Ashvene and Jillian will share findings from a large meta-analysis of randomized controlled trials. Their presentation will highlight which psychological therapies are most effective, what components drive better outcomes for MS patients, and practical recommendations to improve access to psychological support, including within work contexts.

Before I turn things over to our presenters, a few housekeeping notes. After the presentation, we will move into a Q and A session. Please feel free to submit your questions using the Q and A function throughout the presentation.
Ashvene and Jillian, thank you again for joining us today. The floor is yours.
[03:50] Jillian
Thank you so much for having us. My name is Jillian Scandiffio, and I am a PhD candidate at the Rehabilitation Sciences Institute at the University of Toronto. I will be presenting alongside my lab mate, Ashvene, and we are both supervised by Dr. Robert Simpson and Dr. Sarah Morrow at the Rehabilitation Sciences Institute.
I also want to thank the rest of our team members who contributed to this study. We would not be here today without their support, and their names are listed on the slide.
Today we will be speaking about our project Psychological Therapies for People with Multiple Sclerosis: Moving Towards Best Practices.
To begin, I will provide some background on multiple sclerosis and the work our team has been doing. Then I will discuss the network meta-analysis we conducted, which explored which psychological therapies are effective for people with MS and which are the most effective.
Multiple sclerosis is a chronic, disabling, demyelinating, neurodegenerative condition that affects the central nervous system. According to the NIH, it is the most disabling neurological condition among young adults.
Currently, over 90,000 Canadians are living with multiple sclerosis, and Canada has one of the highest prevalence rates of MS in the world.
People with MS experience a wide range of distressing symptoms, with fatigue being the most common and often rated as the most disabling.
In addition, people with MS are often living with multiple co existing conditions, including elevated rates of depression and anxiety.

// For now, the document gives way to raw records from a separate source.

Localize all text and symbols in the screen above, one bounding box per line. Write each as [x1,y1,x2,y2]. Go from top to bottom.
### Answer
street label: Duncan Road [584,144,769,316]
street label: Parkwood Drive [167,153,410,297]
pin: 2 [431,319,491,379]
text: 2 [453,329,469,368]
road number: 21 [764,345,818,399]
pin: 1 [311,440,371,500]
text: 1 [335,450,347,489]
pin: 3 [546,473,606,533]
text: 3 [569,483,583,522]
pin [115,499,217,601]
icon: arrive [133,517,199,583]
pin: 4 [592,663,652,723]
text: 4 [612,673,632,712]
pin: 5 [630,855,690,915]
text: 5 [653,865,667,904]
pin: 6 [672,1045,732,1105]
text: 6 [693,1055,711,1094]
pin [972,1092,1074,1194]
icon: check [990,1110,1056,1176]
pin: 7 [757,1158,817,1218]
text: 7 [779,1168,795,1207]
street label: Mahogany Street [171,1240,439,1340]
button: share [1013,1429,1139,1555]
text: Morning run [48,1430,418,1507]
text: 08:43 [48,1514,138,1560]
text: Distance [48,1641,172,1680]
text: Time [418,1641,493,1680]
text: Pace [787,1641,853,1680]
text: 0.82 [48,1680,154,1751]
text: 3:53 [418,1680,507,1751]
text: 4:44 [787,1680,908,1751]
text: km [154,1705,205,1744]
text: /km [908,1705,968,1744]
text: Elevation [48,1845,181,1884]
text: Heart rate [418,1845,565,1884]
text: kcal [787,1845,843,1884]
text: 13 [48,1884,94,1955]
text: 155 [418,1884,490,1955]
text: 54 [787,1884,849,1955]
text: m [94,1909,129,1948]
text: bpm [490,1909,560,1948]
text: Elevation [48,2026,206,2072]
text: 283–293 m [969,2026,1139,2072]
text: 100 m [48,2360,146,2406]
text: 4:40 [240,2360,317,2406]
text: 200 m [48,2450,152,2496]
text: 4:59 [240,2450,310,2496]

They are approximately three times more likely to be diagnosed with a mood disorder compared with the general population.
Despite these high rates, there are limited treatment options to address these conditions for people with MS. Medications are often poorly tolerated, and nonpharmacological interventions should be considered, but they are often unavailable.

In addition to troubling symptoms and comorbidities, people living with MS may also experience major social impacts, including unemployment. Approximately 48 percent of people with MS in Canada report unemployment due to the complexities of disease progression. Factors contributing to this include pain, fatigue, cognitive impairment, and disease severity.
Unemployment among people with MS brings further challenges, including increased stress, anxiety, and depression due to financial insecurity or part time employment, a loss of routine, and a diminished sense of self worth.
Fatigue is the strongest predictor of absenteeism among employed people with MS.
Our study used a network meta-analysis design to synthesize existing studies and determine which psychological therapies are most effective. We screened approximately 7,000 studies and ultimately included 111 studies in our review. These studies involved a total of 3,911 participants.
One key finding was that cognitive behavioural therapy, or CBT, was the most effective therapy overall when compared with other psychological therapies.
Psychological therapies significantly improved four outcome categories:
quality of life
cognition
physical health
mental health
The greatest improvements were seen in mental health outcomes, including anxiety and depression.
Although our analysis examined high quality evidence across many studies, there were important limitations. Several studies did not report their data clearly, and only about 10 percent of studies involved a statistician.
Researchers should clearly define the PICO framework, report demographic data accurately, and provide sufficient statistical information to support future meta-analyses.
We also conducted mediation analyses and found that fatigue was the only significant mediator, meaning interventions addressing fatigue may improve overall outcomes.
I will now pass the presentation to Ashvene to discuss additional analyses.
[19:00] Ashvene

Thank you, Jill.
Now that we know psychological therapies are effective for people with MS, the next question becomes what aspects of these interventions actually drive better outcomes.
We conducted a meta regression analysis to investigate how study characteristics and intervention components influenced outcomes.
Therapies were more effective when they were:
delivered in person or online
led by a licensed psychologist
tailored specifically to people with MS
Interventions that were not tailored or delivered by phone tended to be less effective.
We also conducted an equity, diversity, inclusion, and accessibility analysis.
Participants across the included trials were predominantly younger, white, had lower levels of disability, had an undergraduate degree or higher, and were more likely to be employed full time.
Race, ethnicity, and socioeconomic status were reported in fewer than 20 percent of studies.
Our findings highlight the need for more inclusive recruitment practices so that research findings better represent the broader MS community.
Psychological therapies can also have important implications for workplace disability inclusion.
Fatigue is one of the strongest predictors of workplace absenteeism in people with MS. Addressing fatigue through psychological therapies may improve both mental health and work outcomes.
Psychological therapies should be widely available to people with MS and should prioritize fatigue management.
Access to trained therapists familiar with MS and tailored interventions is also critical.
Future trials should become more inclusive and culturally responsive.
Thank you for the opportunity to share this work. We are happy to take questions.


[39:20] Ansha
Thank you, Jillian and Ashvene.
The floor is now open to the audience.
I will begin with a question. MS is often not adequately recognized within work contexts, even though it creates significant psychological challenges for people living with the condition.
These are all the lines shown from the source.